I want to stress again that it isn’t solely the job of our politicians to make create this ideological core. In fact, due in large part to their need to appeal to a larger group, they can’t. It’s our job as liberal activists to create a rhetorical base that our leaders can tie into in order to make those sound bites. “That isn’t conservative,” was a ludicrous statement twenty years ago. Today, everyone knows what it means – or at least they think they do. Either way, the core is there and it can be used to spin off sound bites in every direction. Since it’s my idea to bell the cat, I’ll take a short stab at it – with the understanding that it is likely to make a lot of people uncomfortable. But I think I’ll do it at my site rather than further sidetracking the conversation here.

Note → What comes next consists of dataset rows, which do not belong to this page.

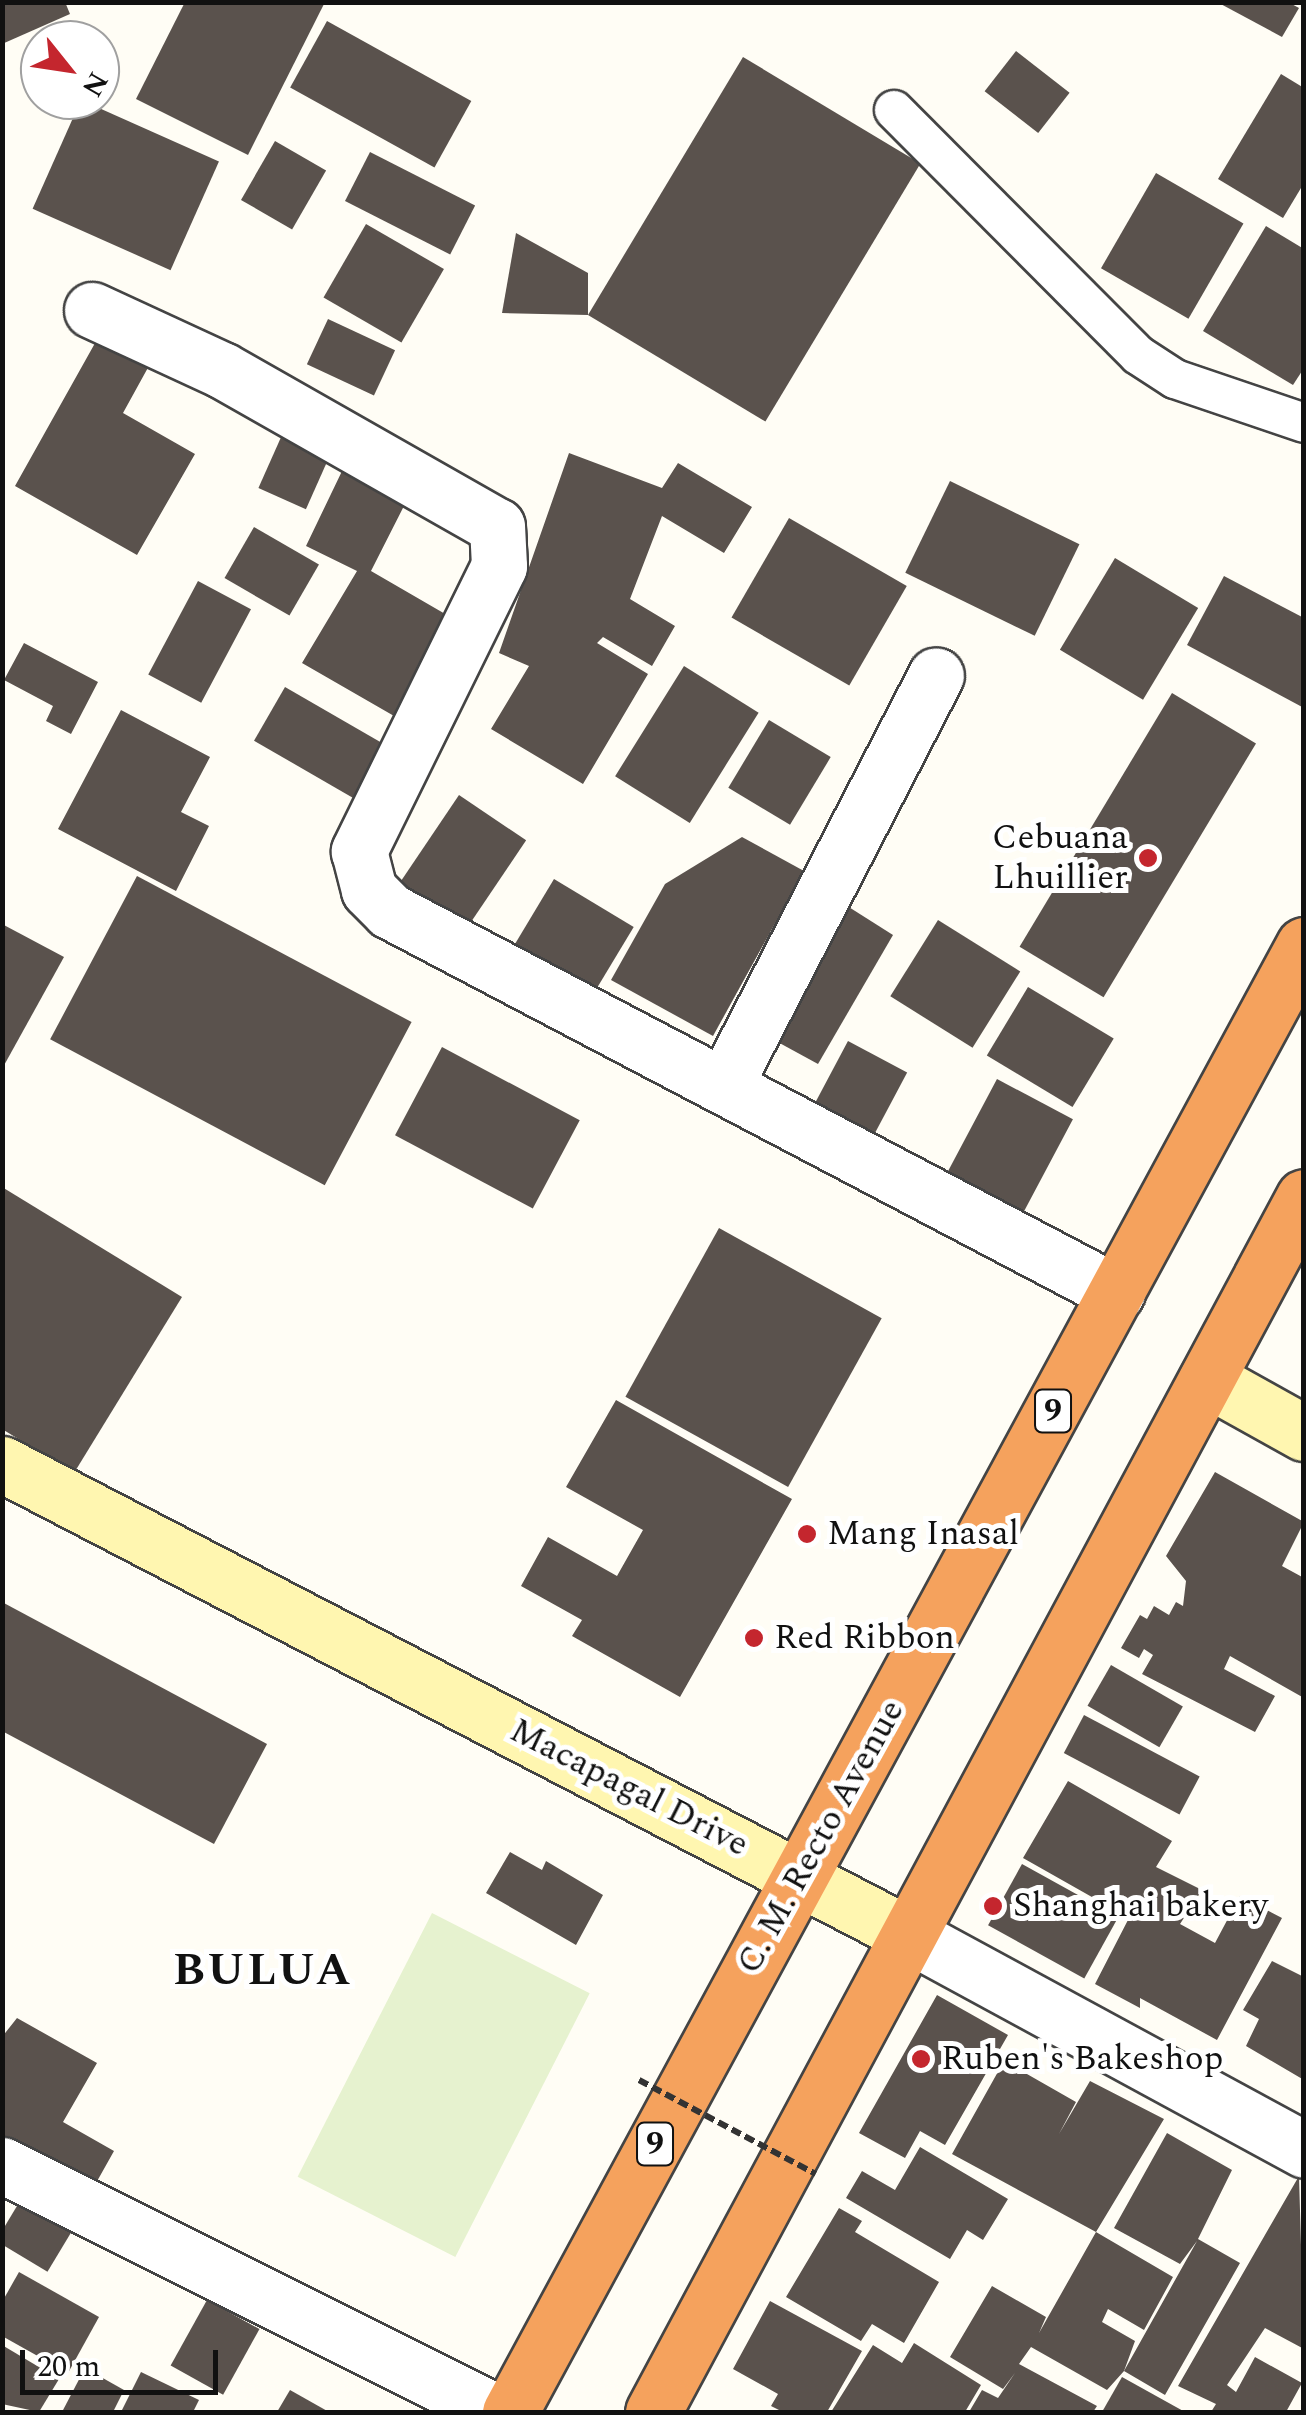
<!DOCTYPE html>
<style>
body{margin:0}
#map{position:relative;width:1306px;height:2415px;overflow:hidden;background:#fffdf5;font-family:Spectral,serif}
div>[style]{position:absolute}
.pitch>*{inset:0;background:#e6f2cf;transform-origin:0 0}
.building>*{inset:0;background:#5a524d;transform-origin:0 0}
.roads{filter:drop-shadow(2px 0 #444) drop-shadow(-2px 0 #444) drop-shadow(0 2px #444) drop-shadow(0 -2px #444)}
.lane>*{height:38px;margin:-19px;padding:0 19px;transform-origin:19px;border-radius:19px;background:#fff}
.street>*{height:55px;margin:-27.5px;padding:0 27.5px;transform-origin:27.5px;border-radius:27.5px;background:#fff}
.secondary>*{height:55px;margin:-27.5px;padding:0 27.5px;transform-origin:27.5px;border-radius:27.5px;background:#fff6b0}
.highway>*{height:55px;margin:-27.5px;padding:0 27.5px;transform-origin:27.5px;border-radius:27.5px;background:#f5a25d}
.path-bridge>*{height:6px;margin-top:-3px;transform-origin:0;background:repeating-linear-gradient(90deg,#333 0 10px,transparent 0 15px)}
.dots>*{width:28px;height:28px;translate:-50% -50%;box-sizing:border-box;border:5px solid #fff;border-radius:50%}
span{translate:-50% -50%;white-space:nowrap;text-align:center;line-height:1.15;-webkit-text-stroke:10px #fff;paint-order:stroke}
.shield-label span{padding:2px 8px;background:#fff;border:2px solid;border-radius:8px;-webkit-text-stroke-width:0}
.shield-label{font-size:32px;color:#111;font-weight:700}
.poi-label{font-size:35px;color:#111}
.right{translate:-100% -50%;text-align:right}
.left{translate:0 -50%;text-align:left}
.street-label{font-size:35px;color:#111}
.district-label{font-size:45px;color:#111;font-weight:700;letter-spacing:2.5px}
.frame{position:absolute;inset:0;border:5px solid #111;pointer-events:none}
.north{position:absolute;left:20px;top:20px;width:100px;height:100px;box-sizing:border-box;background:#fff;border:2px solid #a0a0a0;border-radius:50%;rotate:120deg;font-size:28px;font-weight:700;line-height:40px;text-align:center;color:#111}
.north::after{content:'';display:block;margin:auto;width:35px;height:45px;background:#c4262e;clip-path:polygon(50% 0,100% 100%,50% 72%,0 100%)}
.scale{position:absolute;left:20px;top:2350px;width:198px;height:45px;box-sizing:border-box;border:5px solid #111;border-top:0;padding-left:12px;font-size:30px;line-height:35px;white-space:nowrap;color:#111;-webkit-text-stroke:8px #fff;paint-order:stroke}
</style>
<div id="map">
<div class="pitch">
<div style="left:432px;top:1913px;width:177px;height:296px;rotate:27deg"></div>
</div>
<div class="building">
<div style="clip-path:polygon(2px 2px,65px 2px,70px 14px,2px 44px)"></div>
<div style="clip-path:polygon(185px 2px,325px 2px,248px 155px,136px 99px)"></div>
<div style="clip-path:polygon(1217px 2px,1288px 2px,1299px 8px,1282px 37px)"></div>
<div style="left:327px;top:21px;width:165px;height:76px;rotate:29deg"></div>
<div style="left:1016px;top:51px;width:68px;height:51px;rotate:38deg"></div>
<div style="left:743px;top:57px;width:207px;height:301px;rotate:31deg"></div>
<div style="clip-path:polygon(1281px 74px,1304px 88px,1304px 183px,1283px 218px,1218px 179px)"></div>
<div style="left:81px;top:100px;width:151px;height:119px;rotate:24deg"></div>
<div style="left:275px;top:141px;width:59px;height:68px;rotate:30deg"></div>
<div style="left:370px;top:152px;width:118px;height:55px;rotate:27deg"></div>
<div style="left:1156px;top:173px;width:101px;height:110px;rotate:30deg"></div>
<div style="left:366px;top:224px;width:90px;height:85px;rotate:30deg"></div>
<div style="clip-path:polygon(1266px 226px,1304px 249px,1304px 368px,1293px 385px,1203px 331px)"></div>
<div style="clip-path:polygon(516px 233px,588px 273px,588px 315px,502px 313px)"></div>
<div style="left:328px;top:319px;width:74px;height:50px;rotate:25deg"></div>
<div style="clip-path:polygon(99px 336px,150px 364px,123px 413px,195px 454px,137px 555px,15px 486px)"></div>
<div style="left:282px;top:435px;width:52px;height:58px;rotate:24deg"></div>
<div style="clip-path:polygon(569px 453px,662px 488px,678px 463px,752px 507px,724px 553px,662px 516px,630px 599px,675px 626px,652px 666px,603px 637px,597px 643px,648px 674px,583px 784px,491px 729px,529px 666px,499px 653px)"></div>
<div style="clip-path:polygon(343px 469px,407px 500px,371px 571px,459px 622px,401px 720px,302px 663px,357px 571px,306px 546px)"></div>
<div style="left:950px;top:481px;width:144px;height:102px;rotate:26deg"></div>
<div style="left:789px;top:518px;width:136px;height:115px;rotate:30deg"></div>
<div style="left:254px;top:527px;width:75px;height:59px;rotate:30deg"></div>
<div style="left:1115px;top:558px;width:97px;height:107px;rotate:31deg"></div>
<div style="clip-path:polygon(1224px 576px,1304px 618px,1304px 708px,1187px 645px)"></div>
<div style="left:198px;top:581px;width:60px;height:106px;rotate:28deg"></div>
<div style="clip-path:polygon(24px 643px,98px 682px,71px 734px,46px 721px,53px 706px,4px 680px)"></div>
<div style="left:684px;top:666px;width:88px;height:130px;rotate:32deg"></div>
<div style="left:285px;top:687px;width:118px;height:62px;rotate:30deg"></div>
<div style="left:1172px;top:693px;width:98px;height:296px;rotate:31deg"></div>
<div style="clip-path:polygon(121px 710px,210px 757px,181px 812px,209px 826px,176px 891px,58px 829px)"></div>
<div style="left:769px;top:720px;width:72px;height:79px;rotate:31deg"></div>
<div style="left:459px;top:795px;width:81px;height:114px;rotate:34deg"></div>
<div style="clip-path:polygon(742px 837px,804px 871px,713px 1036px,611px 980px,665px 884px)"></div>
<div style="left:137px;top:876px;width:311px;height:185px;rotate:28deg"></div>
<div style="left:554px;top:879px;width:93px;height:88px;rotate:31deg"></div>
<div style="clip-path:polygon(833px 897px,893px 935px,818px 1064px,763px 1034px)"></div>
<div style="left:938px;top:920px;width:97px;height:90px;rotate:32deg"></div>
<div style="clip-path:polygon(2px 924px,64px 957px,2px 1069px)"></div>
<div style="left:1028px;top:987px;width:100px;height:80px;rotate:31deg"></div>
<div style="left:848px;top:1041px;width:67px;height:75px;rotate:28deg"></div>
<div style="left:442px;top:1047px;width:156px;height:100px;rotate:28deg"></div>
<div style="left:997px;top:1079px;width:86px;height:116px;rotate:28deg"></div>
<div style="clip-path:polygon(2px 1187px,182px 1297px,74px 1473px,2px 1429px)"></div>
<div style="left:719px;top:1228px;width:186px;height:193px;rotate:29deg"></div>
<div style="clip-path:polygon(616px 1400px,792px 1499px,680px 1697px,572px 1636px,582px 1620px,521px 1586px,548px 1537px,617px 1576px,643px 1530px,566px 1487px)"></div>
<div style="clip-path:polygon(1215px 1472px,1304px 1522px,1282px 1566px,1304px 1578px,1304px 1698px,1230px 1656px,1224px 1669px,1275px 1696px,1255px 1732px,1142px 1674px,1153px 1655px,1144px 1649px,1139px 1658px,1121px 1648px,1140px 1615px,1147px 1619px,1154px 1606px,1169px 1615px,1176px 1602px,1183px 1606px,1186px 1581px,1166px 1556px)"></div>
<div style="clip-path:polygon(2px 1602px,267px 1744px,214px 1844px,2px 1731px)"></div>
<div style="left:1111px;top:1665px;width:83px;height:47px;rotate:30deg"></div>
<div style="left:1084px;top:1715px;width:131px;height:43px;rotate:28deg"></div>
<div style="clip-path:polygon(1068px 1781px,1172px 1841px,1156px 1867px,1202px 1890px,1180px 1924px,1215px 1943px,1240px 1896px,1282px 1918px,1217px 2040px,1140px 1998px,1140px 2008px,1095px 1984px,1129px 1918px,1023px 1858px)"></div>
<div style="clip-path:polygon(510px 1852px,542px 1870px,546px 1861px,603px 1895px,576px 1945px,486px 1893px)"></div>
<div style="left:1022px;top:1864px;width:110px;height:70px;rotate:29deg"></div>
<div style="clip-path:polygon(1272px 1961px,1304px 1977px,1304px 2080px,1246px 2046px,1259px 2019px,1243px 2010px)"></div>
<div style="clip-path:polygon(937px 1995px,1008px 2035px,945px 2145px,920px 2131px,905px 2158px,859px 2133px)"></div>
<div style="clip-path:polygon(17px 2018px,97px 2063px,63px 2122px,114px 2151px,91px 2192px,2px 2141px,2px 2037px)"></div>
<div style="clip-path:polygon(1004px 2061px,1076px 2102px,1059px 2134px,1090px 2081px,1164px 2119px,1096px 2232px,952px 2154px)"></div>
<div style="clip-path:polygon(1167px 2133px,1232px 2170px,1198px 2239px,1240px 2263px,1165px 2395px,1124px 2371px,1197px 2241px,1180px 2264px,1114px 2228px)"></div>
<div style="clip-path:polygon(920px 2147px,1008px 2199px,983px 2240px,967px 2230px,950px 2259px,846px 2198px,862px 2171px,895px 2190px)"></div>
<div style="clip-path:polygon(1299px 2176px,1304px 2349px,1265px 2328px,1227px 2385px,1236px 2392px,1255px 2357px,1302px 2383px,1286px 2412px,1211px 2412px,1216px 2404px,1178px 2386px)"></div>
<div style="left:29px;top:2186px;width:60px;height:64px;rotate:31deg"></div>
<div style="clip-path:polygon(839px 2208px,862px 2221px,855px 2232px,939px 2282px,904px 2343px,872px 2324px,861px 2341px,786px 2297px)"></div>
<div style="clip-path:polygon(1096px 2232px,1173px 2277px,1144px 2330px,1108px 2309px,1102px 2322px,1135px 2341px,1124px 2371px,1107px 2390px,1031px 2347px,1019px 2364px,1097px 2406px,1093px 2412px,969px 2412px,982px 2390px,998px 2398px,1015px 2373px,1003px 2389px,950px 2357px,992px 2286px,1046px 2317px,1039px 2333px)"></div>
<div style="clip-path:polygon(19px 2272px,99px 2317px,68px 2373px,2px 2336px,2px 2302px)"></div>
<div style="left:207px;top:2300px;width:60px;height:75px;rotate:29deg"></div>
<div style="clip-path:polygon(770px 2301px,862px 2351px,827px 2412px,783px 2412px,771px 2406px,778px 2394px,733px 2369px)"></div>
<div style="clip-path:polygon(914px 2343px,981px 2385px,965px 2412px,831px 2412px,873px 2345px,902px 2363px)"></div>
<div style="clip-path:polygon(2px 2345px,59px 2379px,39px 2412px,2px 2404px)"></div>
<div style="clip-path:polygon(85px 2368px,124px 2390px,113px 2412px,62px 2412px)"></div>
<div style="clip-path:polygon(141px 2372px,199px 2400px,193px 2412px,121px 2412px)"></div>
<div style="clip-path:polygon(1122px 2377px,1185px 2412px,1102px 2412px)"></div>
<div style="clip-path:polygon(290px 2390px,329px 2412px,277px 2412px)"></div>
</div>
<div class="roads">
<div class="lane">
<div style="left:894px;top:110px;width:346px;rotate:45.1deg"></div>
<div style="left:1138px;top:355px;width:44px;rotate:33deg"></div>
<div style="left:1175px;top:379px;width:136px;rotate:18.8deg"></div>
</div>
<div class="street">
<div style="left:92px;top:310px;width:143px;rotate:24.8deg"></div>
<div style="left:222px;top:370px;width:316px;rotate:29.6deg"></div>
<div style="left:497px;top:526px;width:40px;rotate:87.1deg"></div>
<div style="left:499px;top:566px;width:318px;rotate:116.2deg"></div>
<div style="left:359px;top:851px;width:40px;rotate:75.6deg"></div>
<div style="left:369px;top:890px;width:30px;rotate:45deg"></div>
<div style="left:390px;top:911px;width:821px;rotate:27.72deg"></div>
<div style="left:724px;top:1086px;width:462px;rotate:-62.7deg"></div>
<div style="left:907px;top:1934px;width:452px;rotate:28.5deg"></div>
<div style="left:2px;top:2165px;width:552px;rotate:26.57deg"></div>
</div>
<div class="secondary">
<div style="left:1207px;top:1379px;width:111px;rotate:29.1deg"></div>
<div style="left:2px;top:1464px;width:1020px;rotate:27.44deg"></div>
</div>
<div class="highway">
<div style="left:510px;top:2412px;width:1668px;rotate:-61.58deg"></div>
<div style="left:653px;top:2412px;width:1378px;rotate:-61.82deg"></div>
</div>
</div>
<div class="path-bridge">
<div style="left:639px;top:2080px;width:200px;rotate:28deg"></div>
</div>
<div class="dots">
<div style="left:1148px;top:858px;background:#c4262e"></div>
<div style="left:807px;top:1534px;background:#c4262e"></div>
<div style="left:754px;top:1638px;background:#c4262e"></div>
<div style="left:993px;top:1906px;background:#c4262e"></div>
<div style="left:921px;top:2059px;background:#c4262e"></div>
</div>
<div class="shield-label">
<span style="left:1053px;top:1411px">9</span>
<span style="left:655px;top:2144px">9</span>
</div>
<div class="poi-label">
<span class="right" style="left:1128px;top:858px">Cebuana<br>Lhuillier</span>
<span class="left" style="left:827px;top:1534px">Mang Inasal</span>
<span class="left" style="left:774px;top:1638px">Red Ribbon</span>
<span class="left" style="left:1013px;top:1906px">Shanghai bakery</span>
<span class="left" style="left:941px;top:2059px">Ruben's Bakeshop</span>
</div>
<div class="street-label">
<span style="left:629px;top:1788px;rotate:27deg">Macapagal Drive</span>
<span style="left:821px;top:1837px;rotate:-61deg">C. M. Recto Avenue</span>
</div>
<div class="district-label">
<span style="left:263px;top:1971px">BULUA</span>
</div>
<div class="frame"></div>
<div class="north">N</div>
<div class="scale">20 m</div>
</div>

Instead, I’ll end today by encouraging the party chairs who are reaching out to groups that may have been less than friendly in the past. You can’t steer a parked car, and it’s better to try and steer some of the politically active in our direction than it is to build an entirely new field of politically active persons. I don’t think that all of these groups are as conservative as the PPN. Rather, they are more “Republican leaning” groups that head in that direction because Democrats simply haven’t tried to engage them. Rectifying that oversight should put a number of races into play that wouldn’t be otherwise. If nothing else, it should help us engage a wider electorate and that should help us be more respectful of differences and perhaps – dare we hope? – bring a more civil discourse to our politics.